EXERCISE:
Retype all of the data that follows, line for line.

SUPPLIED DATA:

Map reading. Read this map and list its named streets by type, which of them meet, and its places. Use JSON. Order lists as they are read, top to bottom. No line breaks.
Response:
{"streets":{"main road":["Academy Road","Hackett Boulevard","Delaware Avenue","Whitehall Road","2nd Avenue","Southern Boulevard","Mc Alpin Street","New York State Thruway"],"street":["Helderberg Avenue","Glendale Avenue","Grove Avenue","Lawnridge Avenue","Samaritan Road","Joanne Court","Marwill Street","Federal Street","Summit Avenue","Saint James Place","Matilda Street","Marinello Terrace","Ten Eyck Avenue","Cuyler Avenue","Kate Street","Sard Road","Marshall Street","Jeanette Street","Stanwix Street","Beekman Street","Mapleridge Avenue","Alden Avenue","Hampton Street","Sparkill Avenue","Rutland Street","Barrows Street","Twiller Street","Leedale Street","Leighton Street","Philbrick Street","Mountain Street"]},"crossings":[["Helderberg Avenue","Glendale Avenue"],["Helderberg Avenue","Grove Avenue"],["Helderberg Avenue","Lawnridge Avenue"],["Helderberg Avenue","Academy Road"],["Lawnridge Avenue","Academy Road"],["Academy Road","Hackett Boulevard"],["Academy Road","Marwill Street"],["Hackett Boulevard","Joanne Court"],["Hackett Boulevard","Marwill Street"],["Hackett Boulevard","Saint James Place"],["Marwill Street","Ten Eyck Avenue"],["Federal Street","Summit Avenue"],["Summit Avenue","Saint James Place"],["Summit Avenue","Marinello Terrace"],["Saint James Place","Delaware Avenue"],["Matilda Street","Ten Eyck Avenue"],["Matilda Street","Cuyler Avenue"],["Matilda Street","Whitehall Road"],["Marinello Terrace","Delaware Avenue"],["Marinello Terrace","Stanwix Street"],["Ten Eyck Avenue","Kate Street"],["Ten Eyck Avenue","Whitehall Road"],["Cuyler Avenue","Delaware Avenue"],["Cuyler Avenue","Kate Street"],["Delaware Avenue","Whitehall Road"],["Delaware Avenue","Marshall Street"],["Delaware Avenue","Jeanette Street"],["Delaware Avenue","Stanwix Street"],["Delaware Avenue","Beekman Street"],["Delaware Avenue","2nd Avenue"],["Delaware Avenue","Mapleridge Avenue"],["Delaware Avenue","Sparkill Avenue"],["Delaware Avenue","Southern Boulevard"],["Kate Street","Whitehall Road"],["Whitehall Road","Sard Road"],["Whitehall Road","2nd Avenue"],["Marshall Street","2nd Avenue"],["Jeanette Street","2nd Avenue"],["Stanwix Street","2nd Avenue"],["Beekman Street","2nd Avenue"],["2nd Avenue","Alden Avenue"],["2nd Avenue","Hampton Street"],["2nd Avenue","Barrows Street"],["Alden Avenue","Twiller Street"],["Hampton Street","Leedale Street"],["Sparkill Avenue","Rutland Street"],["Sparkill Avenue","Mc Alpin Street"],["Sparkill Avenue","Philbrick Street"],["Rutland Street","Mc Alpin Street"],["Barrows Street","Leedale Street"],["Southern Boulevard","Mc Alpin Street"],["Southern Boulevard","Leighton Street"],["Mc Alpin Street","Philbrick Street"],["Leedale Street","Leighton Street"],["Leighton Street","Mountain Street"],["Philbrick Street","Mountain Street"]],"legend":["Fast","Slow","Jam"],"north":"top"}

OUTPUT:
Map reading. Read this map and list its named streets by type, which of them meet, and its places. Use JSON. Order lists as they are read, top to bottom. No line breaks.
Response:
{"streets":{"main road":["Academy Road","Hackett Boulevard","Delaware Avenue","Whitehall Road","2nd Avenue","Southern Boulevard","Mc Alpin Street","New York State Thruway"],"street":["Helderberg Avenue","Glendale Avenue","Grove Avenue","Lawnridge Avenue","Samaritan Road","Joanne Court","Marwill Street","Federal Street","Summit Avenue","Saint James Place","Matilda Street","Marinello Terrace","Ten Eyck Avenue","Cuyler Avenue","Kate Street","Sard Road","Marshall Street","Jeanette Street","Stanwix Street","Beekman Street","Mapleridge Avenue","Alden Avenue","Hampton Street","Sparkill Avenue","Rutland Street","Barrows Street","Twiller Street","Leedale Street","Leighton Street","Philbrick Street","Mountain Street"]},"crossings":[["Helderberg Avenue","Glendale Avenue"],["Helderberg Avenue","Grove Avenue"],["Helderberg Avenue","Lawnridge Avenue"],["Helderberg Avenue","Academy Road"],["Lawnridge Avenue","Academy Road"],["Academy Road","Hackett Boulevard"],["Academy Road","Marwill Street"],["Hackett Boulevard","Joanne Court"],["Hackett Boulevard","Marwill Street"],["Hackett Boulevard","Saint James Place"],["Marwill Street","Ten Eyck Avenue"],["Federal Street","Summit Avenue"],["Summit Avenue","Saint James Place"],["Summit Avenue","Marinello Terrace"],["Saint James Place","Delaware Avenue"],["Matilda Street","Ten Eyck Avenue"],["Matilda Street","Cuyler Avenue"],["Matilda Street","Whitehall Road"],["Marinello Terrace","Delaware Avenue"],["Marinello Terrace","Stanwix Street"],["Ten Eyck Avenue","Kate Street"],["Ten Eyck Avenue","Whitehall Road"],["Cuyler Avenue","Delaware Avenue"],["Cuyler Avenue","Kate Street"],["Delaware Avenue","Whitehall Road"],["Delaware Avenue","Marshall Street"],["Delaware Avenue","Jeanette Street"],["Delaware Avenue","Stanwix Street"],["Delaware Avenue","Beekman Street"],["Delaware Avenue","2nd Avenue"],["Delaware Avenue","Mapleridge Avenue"],["Delaware Avenue","Sparkill Avenue"],["Delaware Avenue","Southern Boulevard"],["Kate Street","Whitehall Road"],["Whitehall Road","Sard Road"],["Whitehall Road","2nd Avenue"],["Marshall Street","2nd Avenue"],["Jeanette Street","2nd Avenue"],["Stanwix Street","2nd Avenue"],["Beekman Street","2nd Avenue"],["2nd Avenue","Alden Avenue"],["2nd Avenue","Hampton Street"],["2nd Avenue","Barrows Street"],["Alden Avenue","Twiller Street"],["Hampton Street","Leedale Street"],["Sparkill Avenue","Rutland Street"],["Sparkill Avenue","Mc Alpin Street"],["Sparkill Avenue","Philbrick Street"],["Rutland Street","Mc Alpin Street"],["Barrows Street","Leedale Street"],["Southern Boulevard","Mc Alpin Street"],["Southern Boulevard","Leighton Street"],["Mc Alpin Street","Philbrick Street"],["Leedale Street","Leighton Street"],["Leighton Street","Mountain Street"],["Philbrick Street","Mountain Street"]],"legend":["Fast","Slow","Jam"],"north":"top"}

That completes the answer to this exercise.